Canada failed to crack the top 10 country rankings, which were topped by the U.S. and followed by India, the U.K. (which dropped from second for the first time since the Effective 100 ranking began in 2014) and China. The United Arab Emirates is the biggest move, rising from 29 to fifth spot.
U.S. brands (Coca-Cola, Procter & Gamble, McDonald’s, Yum! Brands and PepsiCo) occupied five of the top 10 positions in the advertiser rankings, although Anglo-Dutch multinational Unilever topped the rankings for the third year in a row.
The most effective campaign of 2019, according to WARC, was Saatchi & Saatchi New York/Hearts & Science New York/MKTG’s “It’s a Tide Ad,” for the Procter & Gamble laundry detergent.
The campaign, which saw Tide “hijack” other Super Bowl commercials by proposing that if they featured clean clothes it must be a Tide ad, led to a 35% increase in Tide sales within two weeks, and a more than $75 million increase in annual sales.

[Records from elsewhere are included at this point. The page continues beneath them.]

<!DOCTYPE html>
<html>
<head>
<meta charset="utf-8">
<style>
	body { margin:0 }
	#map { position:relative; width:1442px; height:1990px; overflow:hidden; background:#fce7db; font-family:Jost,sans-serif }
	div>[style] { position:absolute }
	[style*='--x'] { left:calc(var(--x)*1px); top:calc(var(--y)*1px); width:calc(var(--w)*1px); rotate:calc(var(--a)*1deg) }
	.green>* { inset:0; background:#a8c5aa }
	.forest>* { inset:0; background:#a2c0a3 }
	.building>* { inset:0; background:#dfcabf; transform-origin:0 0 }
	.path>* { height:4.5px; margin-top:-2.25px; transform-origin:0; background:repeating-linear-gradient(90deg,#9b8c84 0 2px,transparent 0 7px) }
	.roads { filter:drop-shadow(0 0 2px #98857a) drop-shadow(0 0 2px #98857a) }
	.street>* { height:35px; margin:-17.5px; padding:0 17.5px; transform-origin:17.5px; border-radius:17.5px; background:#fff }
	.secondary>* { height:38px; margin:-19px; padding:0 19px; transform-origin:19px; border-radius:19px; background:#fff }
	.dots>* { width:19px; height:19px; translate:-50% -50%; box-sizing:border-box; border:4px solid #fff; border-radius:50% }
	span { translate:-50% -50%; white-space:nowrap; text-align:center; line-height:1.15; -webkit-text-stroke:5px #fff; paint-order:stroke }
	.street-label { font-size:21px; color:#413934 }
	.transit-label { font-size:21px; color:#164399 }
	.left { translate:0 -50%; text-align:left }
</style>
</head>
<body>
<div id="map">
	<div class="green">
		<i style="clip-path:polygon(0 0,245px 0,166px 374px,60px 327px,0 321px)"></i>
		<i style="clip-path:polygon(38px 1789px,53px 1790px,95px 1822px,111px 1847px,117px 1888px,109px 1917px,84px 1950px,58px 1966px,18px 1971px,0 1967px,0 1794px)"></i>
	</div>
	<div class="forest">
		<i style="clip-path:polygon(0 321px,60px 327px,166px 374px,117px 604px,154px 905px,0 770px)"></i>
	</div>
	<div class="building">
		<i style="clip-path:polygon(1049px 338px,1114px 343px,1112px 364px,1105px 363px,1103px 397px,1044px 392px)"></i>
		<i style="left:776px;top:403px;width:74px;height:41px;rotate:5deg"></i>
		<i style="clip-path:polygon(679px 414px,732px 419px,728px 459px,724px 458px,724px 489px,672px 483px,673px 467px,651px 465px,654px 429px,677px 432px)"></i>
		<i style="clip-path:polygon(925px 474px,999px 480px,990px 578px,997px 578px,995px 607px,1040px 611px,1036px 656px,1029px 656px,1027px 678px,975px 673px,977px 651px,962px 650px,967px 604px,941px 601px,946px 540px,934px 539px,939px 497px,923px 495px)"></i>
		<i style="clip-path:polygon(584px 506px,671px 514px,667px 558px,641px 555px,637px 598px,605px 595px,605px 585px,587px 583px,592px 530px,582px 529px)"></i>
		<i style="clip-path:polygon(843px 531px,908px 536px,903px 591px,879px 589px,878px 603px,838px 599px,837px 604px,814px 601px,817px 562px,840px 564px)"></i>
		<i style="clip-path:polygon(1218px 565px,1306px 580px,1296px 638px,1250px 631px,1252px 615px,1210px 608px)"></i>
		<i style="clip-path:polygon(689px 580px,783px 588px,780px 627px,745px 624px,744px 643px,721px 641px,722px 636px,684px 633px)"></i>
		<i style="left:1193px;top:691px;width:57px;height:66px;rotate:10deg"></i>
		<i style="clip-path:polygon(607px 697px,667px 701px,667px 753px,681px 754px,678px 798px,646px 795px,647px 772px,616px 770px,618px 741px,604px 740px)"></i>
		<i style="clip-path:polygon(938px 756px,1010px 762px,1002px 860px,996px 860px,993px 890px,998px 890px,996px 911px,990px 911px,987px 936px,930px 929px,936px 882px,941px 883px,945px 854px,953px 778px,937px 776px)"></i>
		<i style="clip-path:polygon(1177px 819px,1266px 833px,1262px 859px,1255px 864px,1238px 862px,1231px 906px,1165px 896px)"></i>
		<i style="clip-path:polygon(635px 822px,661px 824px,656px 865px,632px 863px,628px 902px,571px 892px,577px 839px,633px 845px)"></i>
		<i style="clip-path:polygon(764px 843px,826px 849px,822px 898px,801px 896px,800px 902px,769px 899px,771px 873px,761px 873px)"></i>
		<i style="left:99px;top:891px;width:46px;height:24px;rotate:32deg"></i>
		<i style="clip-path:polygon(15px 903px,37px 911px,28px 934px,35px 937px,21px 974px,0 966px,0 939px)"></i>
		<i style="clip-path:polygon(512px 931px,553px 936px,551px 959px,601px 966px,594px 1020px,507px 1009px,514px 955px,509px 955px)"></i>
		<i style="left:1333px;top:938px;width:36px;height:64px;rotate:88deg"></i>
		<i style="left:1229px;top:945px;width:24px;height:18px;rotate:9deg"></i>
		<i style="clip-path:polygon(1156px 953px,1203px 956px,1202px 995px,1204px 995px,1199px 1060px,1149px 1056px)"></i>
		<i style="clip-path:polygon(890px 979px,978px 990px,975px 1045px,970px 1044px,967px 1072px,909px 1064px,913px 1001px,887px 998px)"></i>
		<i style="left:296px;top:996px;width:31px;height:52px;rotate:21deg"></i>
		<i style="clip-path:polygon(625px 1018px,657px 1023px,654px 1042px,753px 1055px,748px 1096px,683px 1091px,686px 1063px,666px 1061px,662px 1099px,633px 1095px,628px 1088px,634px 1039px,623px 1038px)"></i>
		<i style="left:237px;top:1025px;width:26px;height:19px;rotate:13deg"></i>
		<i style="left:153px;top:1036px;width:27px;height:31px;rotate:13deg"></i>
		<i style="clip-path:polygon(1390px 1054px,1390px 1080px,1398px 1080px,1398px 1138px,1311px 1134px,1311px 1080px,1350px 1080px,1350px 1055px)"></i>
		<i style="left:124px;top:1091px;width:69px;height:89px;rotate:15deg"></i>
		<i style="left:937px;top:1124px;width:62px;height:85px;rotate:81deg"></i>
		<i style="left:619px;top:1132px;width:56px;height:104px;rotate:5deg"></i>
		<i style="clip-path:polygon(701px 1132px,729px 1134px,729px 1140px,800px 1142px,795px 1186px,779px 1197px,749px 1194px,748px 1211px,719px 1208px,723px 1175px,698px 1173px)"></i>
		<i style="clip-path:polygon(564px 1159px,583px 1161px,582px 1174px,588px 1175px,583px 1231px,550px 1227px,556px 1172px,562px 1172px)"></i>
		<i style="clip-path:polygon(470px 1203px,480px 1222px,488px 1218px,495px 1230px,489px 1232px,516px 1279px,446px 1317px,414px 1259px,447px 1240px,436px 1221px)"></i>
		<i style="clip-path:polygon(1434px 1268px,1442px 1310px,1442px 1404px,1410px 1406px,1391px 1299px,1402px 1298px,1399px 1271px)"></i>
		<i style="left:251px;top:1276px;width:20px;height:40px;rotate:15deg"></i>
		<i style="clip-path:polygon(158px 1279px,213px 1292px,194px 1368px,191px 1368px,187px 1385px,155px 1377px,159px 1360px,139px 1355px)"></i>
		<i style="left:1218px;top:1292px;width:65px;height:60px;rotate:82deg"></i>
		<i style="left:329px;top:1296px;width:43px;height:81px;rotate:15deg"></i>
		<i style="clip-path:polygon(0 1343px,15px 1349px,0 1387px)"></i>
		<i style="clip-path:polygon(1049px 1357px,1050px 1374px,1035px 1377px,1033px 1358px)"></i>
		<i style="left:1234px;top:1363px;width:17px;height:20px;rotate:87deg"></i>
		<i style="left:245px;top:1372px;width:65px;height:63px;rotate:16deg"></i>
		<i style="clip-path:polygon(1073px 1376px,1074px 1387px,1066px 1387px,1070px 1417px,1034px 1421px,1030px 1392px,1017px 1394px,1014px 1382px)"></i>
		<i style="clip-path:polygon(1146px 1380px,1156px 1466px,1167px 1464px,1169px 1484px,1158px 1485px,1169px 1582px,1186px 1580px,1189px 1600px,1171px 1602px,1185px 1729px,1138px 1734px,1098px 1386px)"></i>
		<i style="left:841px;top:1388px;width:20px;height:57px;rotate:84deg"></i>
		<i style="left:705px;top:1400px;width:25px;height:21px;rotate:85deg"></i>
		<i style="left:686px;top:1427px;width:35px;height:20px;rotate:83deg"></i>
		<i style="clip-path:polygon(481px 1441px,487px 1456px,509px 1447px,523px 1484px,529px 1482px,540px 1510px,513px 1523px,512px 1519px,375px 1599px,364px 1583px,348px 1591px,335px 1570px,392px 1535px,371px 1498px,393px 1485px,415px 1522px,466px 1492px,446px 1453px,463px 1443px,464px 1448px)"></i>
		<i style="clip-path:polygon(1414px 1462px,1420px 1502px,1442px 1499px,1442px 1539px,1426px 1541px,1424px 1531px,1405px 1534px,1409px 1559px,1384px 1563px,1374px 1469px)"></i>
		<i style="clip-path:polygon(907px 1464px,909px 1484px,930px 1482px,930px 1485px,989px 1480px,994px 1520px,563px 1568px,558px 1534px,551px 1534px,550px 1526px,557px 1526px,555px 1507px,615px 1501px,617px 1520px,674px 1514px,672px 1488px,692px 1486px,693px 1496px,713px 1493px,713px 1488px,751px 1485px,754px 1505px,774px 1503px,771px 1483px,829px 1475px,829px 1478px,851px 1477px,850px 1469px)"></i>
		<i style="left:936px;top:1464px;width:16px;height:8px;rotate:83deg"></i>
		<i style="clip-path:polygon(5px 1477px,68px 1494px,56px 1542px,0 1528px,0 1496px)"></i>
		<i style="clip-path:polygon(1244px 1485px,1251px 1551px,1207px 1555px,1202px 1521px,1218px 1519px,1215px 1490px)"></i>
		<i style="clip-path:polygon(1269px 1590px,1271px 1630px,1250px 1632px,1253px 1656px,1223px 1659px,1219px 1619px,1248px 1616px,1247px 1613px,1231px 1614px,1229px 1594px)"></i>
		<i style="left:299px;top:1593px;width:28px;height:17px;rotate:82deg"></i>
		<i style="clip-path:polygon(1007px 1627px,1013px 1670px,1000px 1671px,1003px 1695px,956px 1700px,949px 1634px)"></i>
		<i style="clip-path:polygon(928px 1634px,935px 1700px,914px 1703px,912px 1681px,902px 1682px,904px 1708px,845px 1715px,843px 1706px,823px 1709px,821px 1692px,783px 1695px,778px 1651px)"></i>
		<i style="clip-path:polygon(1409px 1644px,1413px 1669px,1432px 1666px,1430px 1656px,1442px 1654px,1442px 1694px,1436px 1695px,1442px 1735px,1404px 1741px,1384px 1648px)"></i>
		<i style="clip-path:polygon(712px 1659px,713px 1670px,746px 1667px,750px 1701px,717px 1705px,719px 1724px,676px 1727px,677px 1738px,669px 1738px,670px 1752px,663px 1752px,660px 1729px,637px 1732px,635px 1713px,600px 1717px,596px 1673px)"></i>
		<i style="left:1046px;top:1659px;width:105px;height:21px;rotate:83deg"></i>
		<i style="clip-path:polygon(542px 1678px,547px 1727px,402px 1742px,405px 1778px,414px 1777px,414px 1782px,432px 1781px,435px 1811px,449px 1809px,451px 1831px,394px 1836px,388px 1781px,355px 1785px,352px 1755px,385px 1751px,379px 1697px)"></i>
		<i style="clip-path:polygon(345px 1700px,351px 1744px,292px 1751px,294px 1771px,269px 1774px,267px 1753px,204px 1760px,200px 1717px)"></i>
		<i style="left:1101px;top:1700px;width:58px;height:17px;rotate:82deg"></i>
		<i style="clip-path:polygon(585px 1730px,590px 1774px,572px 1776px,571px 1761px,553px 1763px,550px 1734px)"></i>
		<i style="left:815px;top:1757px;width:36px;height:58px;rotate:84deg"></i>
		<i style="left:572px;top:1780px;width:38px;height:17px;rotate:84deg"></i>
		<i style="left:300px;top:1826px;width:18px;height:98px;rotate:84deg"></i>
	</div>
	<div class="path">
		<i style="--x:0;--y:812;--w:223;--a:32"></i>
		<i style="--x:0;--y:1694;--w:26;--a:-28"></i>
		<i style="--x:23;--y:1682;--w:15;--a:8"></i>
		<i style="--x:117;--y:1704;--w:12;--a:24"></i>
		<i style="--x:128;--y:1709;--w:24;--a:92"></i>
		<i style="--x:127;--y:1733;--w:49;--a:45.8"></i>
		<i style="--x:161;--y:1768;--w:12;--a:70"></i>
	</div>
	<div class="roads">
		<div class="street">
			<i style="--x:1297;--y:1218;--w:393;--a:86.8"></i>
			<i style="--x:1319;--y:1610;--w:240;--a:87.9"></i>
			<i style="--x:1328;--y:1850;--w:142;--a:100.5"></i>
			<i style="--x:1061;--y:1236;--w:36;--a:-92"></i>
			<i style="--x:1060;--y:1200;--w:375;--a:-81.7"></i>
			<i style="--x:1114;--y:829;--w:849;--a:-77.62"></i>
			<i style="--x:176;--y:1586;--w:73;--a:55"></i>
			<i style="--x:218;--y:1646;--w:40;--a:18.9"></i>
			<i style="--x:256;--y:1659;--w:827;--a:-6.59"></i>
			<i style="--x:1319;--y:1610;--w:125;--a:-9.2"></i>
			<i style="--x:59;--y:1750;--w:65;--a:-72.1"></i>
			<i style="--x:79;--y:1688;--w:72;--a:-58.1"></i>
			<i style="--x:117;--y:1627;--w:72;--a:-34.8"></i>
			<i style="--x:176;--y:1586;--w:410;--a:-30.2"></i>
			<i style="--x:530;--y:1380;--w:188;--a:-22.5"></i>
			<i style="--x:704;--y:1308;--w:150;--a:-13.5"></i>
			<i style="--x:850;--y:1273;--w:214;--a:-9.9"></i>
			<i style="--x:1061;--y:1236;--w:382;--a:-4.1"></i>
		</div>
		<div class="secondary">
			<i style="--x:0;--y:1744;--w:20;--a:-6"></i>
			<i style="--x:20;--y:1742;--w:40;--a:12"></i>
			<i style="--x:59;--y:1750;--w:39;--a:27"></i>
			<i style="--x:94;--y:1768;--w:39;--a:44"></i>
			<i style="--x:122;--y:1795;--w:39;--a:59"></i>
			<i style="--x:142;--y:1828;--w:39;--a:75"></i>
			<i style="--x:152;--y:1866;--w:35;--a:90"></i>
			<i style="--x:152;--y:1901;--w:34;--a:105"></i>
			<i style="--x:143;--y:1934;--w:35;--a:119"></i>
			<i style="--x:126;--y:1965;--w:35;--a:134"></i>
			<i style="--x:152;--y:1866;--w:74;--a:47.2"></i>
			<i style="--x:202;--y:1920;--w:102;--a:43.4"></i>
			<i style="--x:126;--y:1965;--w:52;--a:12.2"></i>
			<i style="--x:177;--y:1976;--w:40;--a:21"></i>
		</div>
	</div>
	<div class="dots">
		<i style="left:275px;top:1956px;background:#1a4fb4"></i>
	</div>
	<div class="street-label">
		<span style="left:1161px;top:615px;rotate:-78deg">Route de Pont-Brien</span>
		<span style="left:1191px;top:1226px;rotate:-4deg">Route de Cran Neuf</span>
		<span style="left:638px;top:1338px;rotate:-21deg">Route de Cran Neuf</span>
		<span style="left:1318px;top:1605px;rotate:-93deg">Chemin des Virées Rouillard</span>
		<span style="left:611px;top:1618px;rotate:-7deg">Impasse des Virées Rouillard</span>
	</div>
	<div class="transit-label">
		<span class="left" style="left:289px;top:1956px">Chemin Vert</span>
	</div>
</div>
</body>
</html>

In second place is “Oyster Kanji Dictation” for Hiroshima Tourism by I*S BBDO Tokyo/BBDO J West Hiroshima, which increased oyster consumption through a workbook that educated citizens about the seafood product.
National Safety Council’s “Prescribed to Death,” a campaign developed by Energy BBDO Chicago/PHD Chicago to raise awareness about the growing epidemic of prescription opioid overdoses in the U.S. placed third.
Amy Rogers, WARC’s managing editor of research and rankings, said that there was no single route to effectiveness, with the most-awarded campaigns ranking from Tide’s “big TV idea” to a real-world stunt by the Campaign Against Living Miserably (CALM) and a data-driven initiative aimed at saving lives in rural India from the soap brand Lifebuoy. Dentsu Aegis Network’s MKTG New York ranked first among digital/specialist agencies on the basis of its work on the Tide campaign, followed by MRM/McCann Shanghai in second and Ayzenberg Los Angeles in third. It is the first appearance in the rankings for all three agencies.